Veniamo alla questione dei prestiti del ReArm Europe, e al fondo che potrà erogare fino a 150 miliardi di euro, nelle intenzioni della Commissione Ue. I dettagli su come sarà finanziato questo fondo non sono ancora noti. 

Una delle ipotesi circolata di più  è replicare quanto fatto durante la pandemia di COVID-19 con il fondo Support to mitigate Unemployment Risks in an Emergency (SURE), creato per aiutare a frenare l’aumento della disoccupazione. SURE è stato finanziato con l’emissione di debito pubblico comune: la Commissione UE ha emesso titoli di Stato, con cui ha raccolto risorse da destinare sotto forma di prestiti agevolati ai Paesi Ue.  

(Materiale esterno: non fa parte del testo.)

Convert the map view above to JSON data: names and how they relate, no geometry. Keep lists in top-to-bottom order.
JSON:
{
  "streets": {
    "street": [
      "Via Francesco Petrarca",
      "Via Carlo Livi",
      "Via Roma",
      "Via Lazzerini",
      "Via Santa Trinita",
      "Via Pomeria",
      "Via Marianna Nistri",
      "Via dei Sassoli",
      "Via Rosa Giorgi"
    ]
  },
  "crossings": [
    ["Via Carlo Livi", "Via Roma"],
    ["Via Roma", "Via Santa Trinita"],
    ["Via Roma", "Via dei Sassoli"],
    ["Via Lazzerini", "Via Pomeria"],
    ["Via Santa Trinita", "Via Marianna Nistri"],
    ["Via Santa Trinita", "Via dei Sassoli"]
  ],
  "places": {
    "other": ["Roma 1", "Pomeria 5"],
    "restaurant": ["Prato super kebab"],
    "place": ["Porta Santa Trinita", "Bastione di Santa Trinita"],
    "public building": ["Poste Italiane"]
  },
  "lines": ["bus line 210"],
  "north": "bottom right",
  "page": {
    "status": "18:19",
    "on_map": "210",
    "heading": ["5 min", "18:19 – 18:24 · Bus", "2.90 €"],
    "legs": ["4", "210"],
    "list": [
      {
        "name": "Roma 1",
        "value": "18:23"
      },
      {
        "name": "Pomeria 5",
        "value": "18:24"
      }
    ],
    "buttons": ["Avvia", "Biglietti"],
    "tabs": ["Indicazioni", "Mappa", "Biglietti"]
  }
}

Se questa fosse la strada intrapresa, significherebbe che i prestiti erogati per gli investimenti militari sarebbero garantiti non solo da uno Stato, ma da tutti quelli che fanno parte dell’Ue. Per l’Italia, il costo di indebitarsi in questo modo è più basso rispetto all’emissione di titoli di Stato italiani. 

Il livello del tasso di interesse applicato sul debito di un Paese funziona un po’ come quello che si applica su un mutuo a una famiglia: se una famiglia è già altamente indebitata e produce poco reddito, il rischio che non riesca a ripagare il nuovo debito è maggiore, per cui il tasso di interesse sarà più alto. In Italia il livello del debito pubblico sul PIL è tra i più alti al mondo e la crescita del PIL è stata molto bassa negli ultimi 15 anni. 

Per questo motivo, il tasso di interesse che verrebbe applicato all’Italia è più alto rispetto a quello dei titoli di Stato europei. Per i titoli di Stato a dieci anni, il nostro Paese paga in interessi circa il 3,9 per cento annuo, contro un 2,9 per cento medio dell’area euro. Per usare le risorse di ReArm Europe per altri scopi, l’Italia dovrebbe attingere dalla prima, più costosa, fonte di finanziamento, mentre il tasso di interesse dei titoli di Stato europei sarebbe più simile a quello della media di tutti i Paesi membri.

Insomma, è vero che le risorse del piano per il riarmo non sono a fondo perduto, ma andranno restituite. Dunque rappresentano nuovo debito, come ha correttamente sottolineato il sottosegretario Freni. Va però ricordato che il prestito ottenuto per le spese in difesa avrebbe condizioni più convenienti e, quindi, il suo peso sui conti pubblici sarebbe meno incisivo rispetto a una qualsiasi spesa a debito a condizioni peggiori.